Lomba Tugu Batas, Tiga Desa Ini Bersaing Ketat

KOTA BATU – Siapakah yang akan jadi juara dalam Lomba Tugu Batas Desa-Kelurahan di Kota Batu yang diadakan oleh Bagian Administrasi Pemerintahan dan Otoda Pemkot Batu tahun ini? Jawabnnya akan diumumkan resmi dalam upacara peringatan HUT Ke-18 Kota Batu 17 Oktober mendatang.

Tapi dari hasil sementara tim juri tiga desa bersaing ketat untuk menjadi yang terbaik. Tiga desa tersebut adalah Desa Mojorejo, Desa Pandanrejo, dan Desa Pesanggrahan.

Menurut salah satu juri Wahyu Prasetyawan dari Ikatan Arsitek Indonesia (IAI) wilayah Malang, tugu batas di tiga tersebut memiliki karakter yang kuat dan mencerminkan semangat aparat desa dan kebersamaan warga dalam merawat atau membangun. ”Itu bisa dilihat dari kondisi tugu dan sekitarnya yang tertata rapi,” ungkap pria yang akrab disapa Wawan ini.

Hal yang sama juga disampaikan oleh juri Fachruddin Irfani, ketua Paguyuban Kangmas-Nimas Kota Batu, tiga tugu tersebut selain menarik juga memiliki filosofi yang terkait dengan desa. ”Dan yang paling penting kebersamaan warga dan aparat desa sangat nampak dalam lomba kali ini,” katanya.

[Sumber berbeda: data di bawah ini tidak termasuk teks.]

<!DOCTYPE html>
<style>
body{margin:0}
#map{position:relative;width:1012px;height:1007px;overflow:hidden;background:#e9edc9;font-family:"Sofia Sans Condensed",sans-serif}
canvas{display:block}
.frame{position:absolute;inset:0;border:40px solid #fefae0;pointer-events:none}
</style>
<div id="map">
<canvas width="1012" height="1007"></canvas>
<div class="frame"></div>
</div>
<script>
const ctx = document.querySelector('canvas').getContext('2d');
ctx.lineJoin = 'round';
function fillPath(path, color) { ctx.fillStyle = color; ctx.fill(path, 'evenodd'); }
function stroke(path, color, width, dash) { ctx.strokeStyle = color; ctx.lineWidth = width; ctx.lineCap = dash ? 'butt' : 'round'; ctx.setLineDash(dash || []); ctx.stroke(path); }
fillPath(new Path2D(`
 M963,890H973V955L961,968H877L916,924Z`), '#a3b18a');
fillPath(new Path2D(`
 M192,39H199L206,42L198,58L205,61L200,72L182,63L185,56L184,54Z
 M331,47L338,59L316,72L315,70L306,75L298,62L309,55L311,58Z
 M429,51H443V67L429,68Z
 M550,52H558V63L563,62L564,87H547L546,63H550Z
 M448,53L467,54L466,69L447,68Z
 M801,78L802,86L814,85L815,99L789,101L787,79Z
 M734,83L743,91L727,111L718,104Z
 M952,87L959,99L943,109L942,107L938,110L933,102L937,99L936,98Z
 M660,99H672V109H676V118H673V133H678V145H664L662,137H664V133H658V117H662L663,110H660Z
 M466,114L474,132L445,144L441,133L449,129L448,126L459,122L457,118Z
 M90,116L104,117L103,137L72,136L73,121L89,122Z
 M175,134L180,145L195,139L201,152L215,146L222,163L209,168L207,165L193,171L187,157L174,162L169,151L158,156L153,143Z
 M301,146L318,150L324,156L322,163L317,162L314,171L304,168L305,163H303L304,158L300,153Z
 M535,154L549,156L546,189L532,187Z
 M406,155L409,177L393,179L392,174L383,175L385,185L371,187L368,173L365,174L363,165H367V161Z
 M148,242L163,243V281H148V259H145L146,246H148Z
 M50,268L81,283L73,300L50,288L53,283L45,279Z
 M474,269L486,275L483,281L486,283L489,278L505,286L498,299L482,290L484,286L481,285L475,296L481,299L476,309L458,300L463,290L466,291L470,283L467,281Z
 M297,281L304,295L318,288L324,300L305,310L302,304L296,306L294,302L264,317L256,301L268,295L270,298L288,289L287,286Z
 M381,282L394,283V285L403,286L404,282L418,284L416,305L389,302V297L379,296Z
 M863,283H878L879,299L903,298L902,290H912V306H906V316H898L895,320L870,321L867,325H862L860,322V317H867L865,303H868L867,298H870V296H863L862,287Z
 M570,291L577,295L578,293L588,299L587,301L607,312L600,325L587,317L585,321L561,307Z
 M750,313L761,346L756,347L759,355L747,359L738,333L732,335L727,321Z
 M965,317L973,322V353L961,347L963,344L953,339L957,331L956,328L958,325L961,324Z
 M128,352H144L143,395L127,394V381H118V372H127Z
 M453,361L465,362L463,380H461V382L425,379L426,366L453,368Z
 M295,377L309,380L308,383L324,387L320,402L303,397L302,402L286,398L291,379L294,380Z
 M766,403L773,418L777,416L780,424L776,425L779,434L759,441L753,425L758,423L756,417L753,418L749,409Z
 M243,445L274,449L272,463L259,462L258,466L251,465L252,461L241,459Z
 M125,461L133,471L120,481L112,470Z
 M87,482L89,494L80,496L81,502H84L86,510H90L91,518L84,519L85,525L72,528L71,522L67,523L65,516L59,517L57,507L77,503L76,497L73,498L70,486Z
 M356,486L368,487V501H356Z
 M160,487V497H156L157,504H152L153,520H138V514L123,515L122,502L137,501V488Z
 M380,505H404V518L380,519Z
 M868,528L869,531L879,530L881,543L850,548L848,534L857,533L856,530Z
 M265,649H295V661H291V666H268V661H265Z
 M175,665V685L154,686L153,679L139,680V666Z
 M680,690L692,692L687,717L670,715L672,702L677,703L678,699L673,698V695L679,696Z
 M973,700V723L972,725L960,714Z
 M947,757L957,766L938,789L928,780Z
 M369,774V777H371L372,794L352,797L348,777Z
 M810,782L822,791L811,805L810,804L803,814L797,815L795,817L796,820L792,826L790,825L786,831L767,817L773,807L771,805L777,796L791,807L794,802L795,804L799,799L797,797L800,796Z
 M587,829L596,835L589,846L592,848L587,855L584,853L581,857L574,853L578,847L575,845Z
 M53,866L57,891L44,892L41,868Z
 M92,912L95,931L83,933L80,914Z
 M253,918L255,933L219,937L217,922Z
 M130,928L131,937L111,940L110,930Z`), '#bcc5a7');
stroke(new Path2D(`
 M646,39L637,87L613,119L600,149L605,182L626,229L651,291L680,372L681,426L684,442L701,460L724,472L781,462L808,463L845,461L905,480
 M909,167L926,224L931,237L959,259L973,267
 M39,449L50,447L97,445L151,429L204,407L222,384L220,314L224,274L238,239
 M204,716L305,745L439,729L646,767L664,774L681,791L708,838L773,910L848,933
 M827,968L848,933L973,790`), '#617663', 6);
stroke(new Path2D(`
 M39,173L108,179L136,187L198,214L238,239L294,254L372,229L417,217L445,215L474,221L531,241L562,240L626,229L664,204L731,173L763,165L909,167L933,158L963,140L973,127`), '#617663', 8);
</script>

Menurut dia, meski kelihatan sederhana, Lomba Tugu Batas Desa-Kelurahan ini bisa membangkitkan ego warga dan aparat desa. Sehingga mereka bersemangat untuk membangun dan menjadi yang terbaik. ”Bukan tidak mungkin Lomba Tugu Batas ini akan menjadi inspirasi daerah lain,” ujar Irfani.



Sementara itu, Kepala Bagian Administrasi Pemerintahan dan Otoda Pemkot Batu Dra Dyah Lies Tina P menyatakan, untuk pemenang lomba akan dimumkan saat upacara resmi peringatan HUT Ke-18 Kota Batu.

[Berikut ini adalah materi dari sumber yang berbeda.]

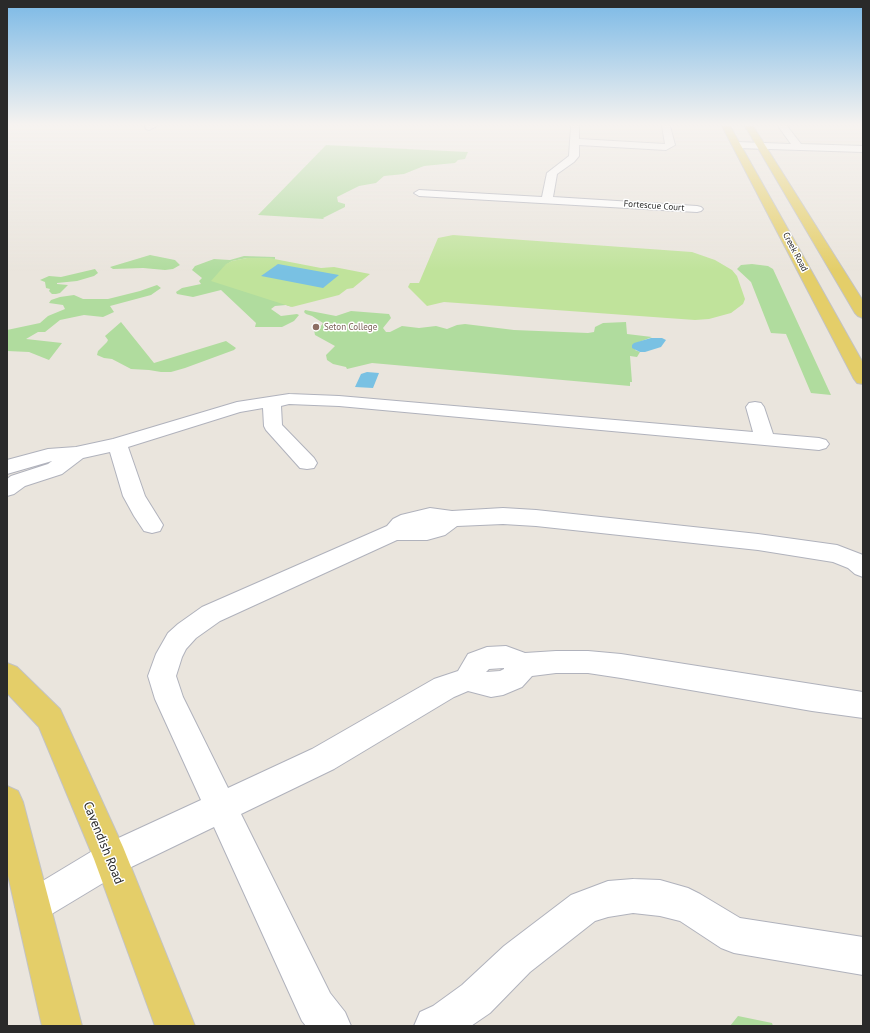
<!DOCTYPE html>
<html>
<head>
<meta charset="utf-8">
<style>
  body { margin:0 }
  #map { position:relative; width:870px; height:1033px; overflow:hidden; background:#eae5dd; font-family:"PT Sans",sans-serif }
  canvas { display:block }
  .frame { position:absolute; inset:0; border:8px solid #2a2a2a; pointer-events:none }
</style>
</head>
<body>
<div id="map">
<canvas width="870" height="1033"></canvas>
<div class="frame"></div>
</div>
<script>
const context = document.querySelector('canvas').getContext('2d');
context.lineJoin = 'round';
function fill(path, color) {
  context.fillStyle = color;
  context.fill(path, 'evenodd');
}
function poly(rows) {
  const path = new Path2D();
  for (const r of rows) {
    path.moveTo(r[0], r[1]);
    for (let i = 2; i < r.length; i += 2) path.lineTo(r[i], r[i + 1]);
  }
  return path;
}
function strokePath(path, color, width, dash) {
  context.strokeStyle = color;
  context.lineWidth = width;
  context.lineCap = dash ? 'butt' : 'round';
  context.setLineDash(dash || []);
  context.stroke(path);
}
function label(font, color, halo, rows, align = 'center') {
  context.font = font + ' "PT Sans",sans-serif';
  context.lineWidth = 3;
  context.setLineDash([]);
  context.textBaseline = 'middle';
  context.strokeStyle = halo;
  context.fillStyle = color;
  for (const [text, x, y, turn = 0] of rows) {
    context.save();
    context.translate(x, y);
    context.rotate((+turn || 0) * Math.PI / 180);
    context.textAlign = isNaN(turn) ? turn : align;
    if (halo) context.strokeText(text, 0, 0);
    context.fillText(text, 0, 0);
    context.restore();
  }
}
const green = poly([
  [326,145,468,152,465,159,458,160,455,163,424,166,404,174,384,176,376,183,359,186,337,197,338,202,345,204,345,207,323,218,324,219,258,215],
  [150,255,175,260,180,265,173,269,165,270,143,268,113,269,110,267],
  [244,256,275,257,275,259,247,258,232,261,226,265,292,307,286,305,275,306,271,309,281,316,297,314,299,315,294,321,282,327,255,327,256,323,221,290,193,297,177,294,176,292,182,288,201,284,199,281,202,278,192,270,195,266,214,259,230,260],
  [752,264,768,266,773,269,831,395,811,393,786,334,771,333,751,282,737,269,741,265],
  [95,269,98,273,94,276,77,281,57,283,57,284,68,285,60,293,56,294,52,294,49,291,50,289,46,288,45,282,40,280,49,276,61,277],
  [157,285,161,288,151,295,110,306,114,312,103,317,84,315,60,320,45,332,38,332,26,339,62,343,49,360,29,352,7,351,7,330,40,323,48,316,65,309,63,305,49,303,51,300,60,297,74,295,83,299,108,299,140,291],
  [305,310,336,316,351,311,389,314,391,318,383,328,386,332,390,332,402,326,419,328,436,326,447,329,457,325,465,324,514,330,588,333,594,332,595,327,603,323,626,322,627,334,652,337,639,342,635,350,640,352,637,357,630,356,632,382,630,382,630,386,372,363,347,369,346,367,333,364,327,360,326,355,335,346,315,335,314,330,322,325,323,323,312,316,306,314,304,312],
  [121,322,154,363,226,341,236,348,234,350,185,368,171,372,161,372,149,370,131,369,112,359,104,358,97,355,98,351,107,342,108,340,105,336],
  [738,1016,772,1023,773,1026,730,1026]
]);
const pitch = poly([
  [453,235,692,252,715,260,732,270,737,276,745,299,743,304,731,313,709,319,695,320,444,302,427,306,408,287,410,283,419,283,438,238],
  [247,258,269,258,321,268,334,267,370,274,353,288,347,289,339,295,292,307,211,281,226,264,232,261]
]);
const water = poly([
  [278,264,339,275,323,288,261,276],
  [651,338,662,338,666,340,661,347,645,352,640,352,632,348,632,345,634,343],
  [367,372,379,373,373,388,355,387,361,374]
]);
const minor = poly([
  [145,126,157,126,149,130,146,129,145,126],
  [571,126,579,126,579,139,665,144,662,126,670,126,675,145,666,150,579,145,579,156,574,162,557,174,553,197,697,206,701,207,703,209,701,211,697,212,419,196,414,193,419,190,542,197,547,173,569,156,571,126],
  [778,126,787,126,801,144,863,146,863,152,737,148,732,145,737,142,791,144,778,126],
  [289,394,339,396,753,432,746,407,749,403,755,402,761,403,764,407,773,434,819,438,826,440,829,444,826,448,819,450,339,406,289,404,281,406,282,425,314,458,317,463,314,468,307,469,300,468,266,430,264,426,263,408,240,412,128,447,145,496,163,525,160,531,152,533,144,531,134,516,123,496,110,452,83,458,62,474,25,486,14,494,7,496,7,479,11,476,48,464,52,461,7,474,7,460,48,449,76,447,113,439,237,402,289,394],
  [430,508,452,511,503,508,536,510,758,534,837,545,863,555,863,577,855,574,848,568,833,562,758,550,536,526,503,524,457,526,445,535,427,540,397,540,220,621,196,638,186,649,182,657,176,676,183,697,228,788,312,749,434,679,458,671,468,654,487,647,506,646,525,653,556,651,588,651,621,654,863,692,863,718,812,711,621,678,588,673,556,673,532,676,522,687,503,695,491,697,468,691,454,697,334,769,241,814,330,993,345,1012,351,1026,306,1026,302,1021,214,827,123,871,45,918,33,924,21,918,15,906,21,894,99,847,201,800,155,699,148,676,156,654,168,633,178,624,202,607,387,526,393,519,401,515,430,508],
  [489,669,504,668,504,669,500,671,486,672,489,669],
  [633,879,660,880,688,888,700,894,740,918,863,937,863,975,734,953,721,948,680,921,660,916,633,913,608,917,595,921,530,972,490,1013,471,1026,414,1026,420,1012,433,1006,462,985,504,946,571,895,608,881,633,879]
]);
const major = poly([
  [722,126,730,126,863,363,863,384,857,383,854,379,722,126],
  [745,126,753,126,863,301,863,318,858,316,855,313,745,126],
  [7,663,17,667,60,709,123,847,195,1026,155,1026,94,859,39,727,7,693,7,663],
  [7,786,18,791,23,802,82,1026,42,1026,7,871,7,786]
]);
const markers = [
  [316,327,4,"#8d6e63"]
];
const farStreetnames = [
  ["Fortescue Court",654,206,4],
  ["Creek Road",795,252,62]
];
const farEducationnames = [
  ["Seton College",324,327]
];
const nearStreetnames = [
  ["Cavendish Road",103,843,68]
];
fill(green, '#b0dc9e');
fill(pitch, '#c0e39b');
fill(water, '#79c1e3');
strokePath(minor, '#b0b2bc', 2);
strokePath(major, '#c3c3c3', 2);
fill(minor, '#fff');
fill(major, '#e4ce69');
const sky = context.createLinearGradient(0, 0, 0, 271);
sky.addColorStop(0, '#7bb9e6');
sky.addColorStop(0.46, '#f6f3f0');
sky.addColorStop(1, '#f6f3f000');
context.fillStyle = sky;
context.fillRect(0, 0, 870, 271);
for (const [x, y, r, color] of markers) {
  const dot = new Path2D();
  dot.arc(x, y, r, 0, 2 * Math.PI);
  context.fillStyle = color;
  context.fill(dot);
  strokePath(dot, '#fff', 1.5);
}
label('9px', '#2a2a2a', '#fff', farStreetnames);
label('9px', '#785e54', '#fff', farEducationnames, 'left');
label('13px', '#2a2a2a', '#fff', nearStreetnames);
</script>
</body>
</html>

Desa-desa yang menjadi juara akan mendapatkan hadiah uang pembinaan, trofi, dan sertifikat. ”Kami ingin memberikan apresiasi yang tinggi kepada pemenang yang telah serius mengikuti lomba ini,” terang Dyah.

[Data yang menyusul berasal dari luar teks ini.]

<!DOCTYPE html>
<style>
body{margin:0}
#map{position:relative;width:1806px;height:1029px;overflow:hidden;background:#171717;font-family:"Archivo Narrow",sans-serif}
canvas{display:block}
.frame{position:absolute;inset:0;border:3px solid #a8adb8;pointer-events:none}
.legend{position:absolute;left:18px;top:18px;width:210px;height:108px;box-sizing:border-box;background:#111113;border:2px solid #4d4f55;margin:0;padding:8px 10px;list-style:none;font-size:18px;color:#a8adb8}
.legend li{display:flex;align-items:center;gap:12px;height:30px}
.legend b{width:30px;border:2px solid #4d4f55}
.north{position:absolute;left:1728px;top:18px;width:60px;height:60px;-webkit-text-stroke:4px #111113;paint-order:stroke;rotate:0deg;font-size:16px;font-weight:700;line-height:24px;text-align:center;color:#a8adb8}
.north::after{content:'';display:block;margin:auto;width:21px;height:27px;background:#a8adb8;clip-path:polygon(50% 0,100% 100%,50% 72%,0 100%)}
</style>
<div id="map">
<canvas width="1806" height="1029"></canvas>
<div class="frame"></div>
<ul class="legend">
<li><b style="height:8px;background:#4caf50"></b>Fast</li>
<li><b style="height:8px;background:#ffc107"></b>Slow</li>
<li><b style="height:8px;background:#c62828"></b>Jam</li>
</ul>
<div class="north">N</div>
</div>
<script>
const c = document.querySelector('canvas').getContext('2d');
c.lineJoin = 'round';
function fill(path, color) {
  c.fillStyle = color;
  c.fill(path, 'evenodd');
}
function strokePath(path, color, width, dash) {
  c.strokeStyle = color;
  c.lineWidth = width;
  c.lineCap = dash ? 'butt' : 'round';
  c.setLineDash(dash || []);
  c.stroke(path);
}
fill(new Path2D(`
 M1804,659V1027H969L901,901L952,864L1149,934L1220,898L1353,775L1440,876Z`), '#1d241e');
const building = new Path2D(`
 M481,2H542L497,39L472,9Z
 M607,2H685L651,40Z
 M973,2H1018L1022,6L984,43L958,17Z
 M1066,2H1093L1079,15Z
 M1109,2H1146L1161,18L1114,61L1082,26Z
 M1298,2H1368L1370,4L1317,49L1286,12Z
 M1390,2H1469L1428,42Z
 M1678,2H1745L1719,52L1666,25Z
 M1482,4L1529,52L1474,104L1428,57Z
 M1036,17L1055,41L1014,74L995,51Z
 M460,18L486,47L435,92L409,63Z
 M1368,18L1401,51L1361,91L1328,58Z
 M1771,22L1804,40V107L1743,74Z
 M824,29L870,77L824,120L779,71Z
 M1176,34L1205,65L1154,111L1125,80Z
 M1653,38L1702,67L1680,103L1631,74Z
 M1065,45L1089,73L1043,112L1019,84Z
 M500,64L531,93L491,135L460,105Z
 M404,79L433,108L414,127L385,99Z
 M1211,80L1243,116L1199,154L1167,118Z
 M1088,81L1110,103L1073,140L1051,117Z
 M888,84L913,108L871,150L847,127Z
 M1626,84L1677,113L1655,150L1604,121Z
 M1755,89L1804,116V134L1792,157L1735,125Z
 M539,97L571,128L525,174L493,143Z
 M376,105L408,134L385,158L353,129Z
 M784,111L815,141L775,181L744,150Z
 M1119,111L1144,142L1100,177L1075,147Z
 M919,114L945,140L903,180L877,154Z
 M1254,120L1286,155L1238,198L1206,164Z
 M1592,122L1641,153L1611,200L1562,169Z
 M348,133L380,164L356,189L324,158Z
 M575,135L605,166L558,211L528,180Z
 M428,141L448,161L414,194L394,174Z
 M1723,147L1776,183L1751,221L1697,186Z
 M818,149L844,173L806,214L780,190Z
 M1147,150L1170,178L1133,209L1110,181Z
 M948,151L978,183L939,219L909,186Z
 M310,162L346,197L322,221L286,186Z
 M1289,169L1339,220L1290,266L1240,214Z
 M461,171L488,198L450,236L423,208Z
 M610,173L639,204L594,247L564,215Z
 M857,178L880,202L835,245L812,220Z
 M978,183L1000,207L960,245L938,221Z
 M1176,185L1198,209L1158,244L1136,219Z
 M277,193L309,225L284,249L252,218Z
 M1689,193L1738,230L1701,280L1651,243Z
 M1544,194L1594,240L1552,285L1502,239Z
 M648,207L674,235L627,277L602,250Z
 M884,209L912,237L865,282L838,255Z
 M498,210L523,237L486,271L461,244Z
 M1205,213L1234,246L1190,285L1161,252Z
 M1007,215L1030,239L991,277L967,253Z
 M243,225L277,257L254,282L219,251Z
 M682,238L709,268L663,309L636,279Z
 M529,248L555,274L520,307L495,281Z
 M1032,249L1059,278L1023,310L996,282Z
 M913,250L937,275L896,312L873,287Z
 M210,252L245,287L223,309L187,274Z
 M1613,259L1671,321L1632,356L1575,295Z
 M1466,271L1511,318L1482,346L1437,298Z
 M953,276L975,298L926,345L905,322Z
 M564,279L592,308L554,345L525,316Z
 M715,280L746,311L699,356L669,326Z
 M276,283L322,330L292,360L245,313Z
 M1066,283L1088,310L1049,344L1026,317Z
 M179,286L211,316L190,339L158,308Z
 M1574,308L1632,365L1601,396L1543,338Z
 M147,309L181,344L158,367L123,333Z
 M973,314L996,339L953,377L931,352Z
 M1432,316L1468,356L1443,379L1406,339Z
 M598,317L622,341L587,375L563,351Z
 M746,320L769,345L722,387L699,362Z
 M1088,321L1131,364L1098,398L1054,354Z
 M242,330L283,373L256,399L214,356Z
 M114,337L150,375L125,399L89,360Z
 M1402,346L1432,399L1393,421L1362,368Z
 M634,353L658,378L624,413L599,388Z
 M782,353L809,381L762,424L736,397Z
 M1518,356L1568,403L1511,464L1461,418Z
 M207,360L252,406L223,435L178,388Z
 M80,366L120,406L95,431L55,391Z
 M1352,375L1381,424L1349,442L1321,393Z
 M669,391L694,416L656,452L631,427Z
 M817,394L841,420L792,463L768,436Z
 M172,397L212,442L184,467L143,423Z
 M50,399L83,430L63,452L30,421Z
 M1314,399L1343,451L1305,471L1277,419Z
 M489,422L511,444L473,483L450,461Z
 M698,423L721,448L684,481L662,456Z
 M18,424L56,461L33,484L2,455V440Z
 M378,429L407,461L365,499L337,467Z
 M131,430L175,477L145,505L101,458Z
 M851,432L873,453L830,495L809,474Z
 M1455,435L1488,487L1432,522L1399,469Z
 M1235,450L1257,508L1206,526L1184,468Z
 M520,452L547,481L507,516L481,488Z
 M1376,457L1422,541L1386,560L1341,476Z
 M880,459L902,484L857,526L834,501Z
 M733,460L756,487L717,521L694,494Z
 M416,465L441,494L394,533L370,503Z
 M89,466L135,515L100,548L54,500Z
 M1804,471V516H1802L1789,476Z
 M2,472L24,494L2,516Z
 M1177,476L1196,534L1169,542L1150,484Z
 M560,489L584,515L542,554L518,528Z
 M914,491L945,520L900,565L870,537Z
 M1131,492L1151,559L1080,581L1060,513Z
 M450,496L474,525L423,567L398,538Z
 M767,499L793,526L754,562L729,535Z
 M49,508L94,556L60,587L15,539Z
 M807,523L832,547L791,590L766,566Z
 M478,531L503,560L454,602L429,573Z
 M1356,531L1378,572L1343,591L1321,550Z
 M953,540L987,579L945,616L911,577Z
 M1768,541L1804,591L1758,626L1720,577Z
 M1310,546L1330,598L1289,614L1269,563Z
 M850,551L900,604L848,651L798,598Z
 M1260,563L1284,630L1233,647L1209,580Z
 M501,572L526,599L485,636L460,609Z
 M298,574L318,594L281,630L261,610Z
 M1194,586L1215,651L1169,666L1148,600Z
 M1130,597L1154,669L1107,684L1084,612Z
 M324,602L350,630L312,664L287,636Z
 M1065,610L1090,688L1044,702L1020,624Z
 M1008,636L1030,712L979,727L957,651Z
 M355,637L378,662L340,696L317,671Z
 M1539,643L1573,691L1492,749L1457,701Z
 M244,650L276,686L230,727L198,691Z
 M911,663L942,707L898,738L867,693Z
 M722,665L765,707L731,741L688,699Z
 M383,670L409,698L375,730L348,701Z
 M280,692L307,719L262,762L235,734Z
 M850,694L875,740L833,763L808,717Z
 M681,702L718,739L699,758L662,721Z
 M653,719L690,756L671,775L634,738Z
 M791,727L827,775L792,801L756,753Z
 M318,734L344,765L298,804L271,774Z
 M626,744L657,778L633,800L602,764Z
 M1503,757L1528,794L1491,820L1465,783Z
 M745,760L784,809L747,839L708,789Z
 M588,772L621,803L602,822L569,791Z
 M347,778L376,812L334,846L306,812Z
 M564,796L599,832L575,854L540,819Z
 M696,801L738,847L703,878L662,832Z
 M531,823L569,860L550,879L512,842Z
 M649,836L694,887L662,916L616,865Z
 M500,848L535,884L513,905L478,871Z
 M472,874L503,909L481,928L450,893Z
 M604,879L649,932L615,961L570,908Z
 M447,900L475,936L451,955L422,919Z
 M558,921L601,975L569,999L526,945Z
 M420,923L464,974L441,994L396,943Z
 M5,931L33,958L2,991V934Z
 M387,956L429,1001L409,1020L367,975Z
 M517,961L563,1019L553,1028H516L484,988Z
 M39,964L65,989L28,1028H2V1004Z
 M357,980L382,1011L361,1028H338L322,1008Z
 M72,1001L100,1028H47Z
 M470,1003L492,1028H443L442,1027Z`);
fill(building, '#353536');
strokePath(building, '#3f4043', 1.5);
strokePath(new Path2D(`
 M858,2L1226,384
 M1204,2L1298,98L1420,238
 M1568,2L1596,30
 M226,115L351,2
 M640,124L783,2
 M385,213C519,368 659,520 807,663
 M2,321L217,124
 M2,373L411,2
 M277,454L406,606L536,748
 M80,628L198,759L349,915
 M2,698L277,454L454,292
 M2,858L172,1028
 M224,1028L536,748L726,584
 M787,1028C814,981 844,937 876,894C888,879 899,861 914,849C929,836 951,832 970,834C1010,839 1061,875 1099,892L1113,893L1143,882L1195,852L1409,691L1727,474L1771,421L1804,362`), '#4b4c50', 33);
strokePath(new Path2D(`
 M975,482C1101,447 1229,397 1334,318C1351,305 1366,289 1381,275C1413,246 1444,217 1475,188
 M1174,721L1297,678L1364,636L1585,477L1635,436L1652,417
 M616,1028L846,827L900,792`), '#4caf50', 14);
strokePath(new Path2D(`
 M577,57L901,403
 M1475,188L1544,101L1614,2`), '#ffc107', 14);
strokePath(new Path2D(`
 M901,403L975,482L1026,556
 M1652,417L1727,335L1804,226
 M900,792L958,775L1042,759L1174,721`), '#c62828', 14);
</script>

Menurut dia, meski lomba ini baru kali pertama diadakan, tapi desa dan kelurahan yang menjadi peserta sangat antusias. Dia berharap tahun depan akan bisa lebih semarak lagi.

Sehingga harapannya dengan Lomba Tugu Batas Desa-Kelurahan ini akan muncul kreativitas desa atau kelurahan untuk berbenah dimulai dari tugu batasnya. ”Karena sebenarnya tugu batas itu mencerminkan kondisi yang ada di desa yang bersangkutan,” ungkapnya.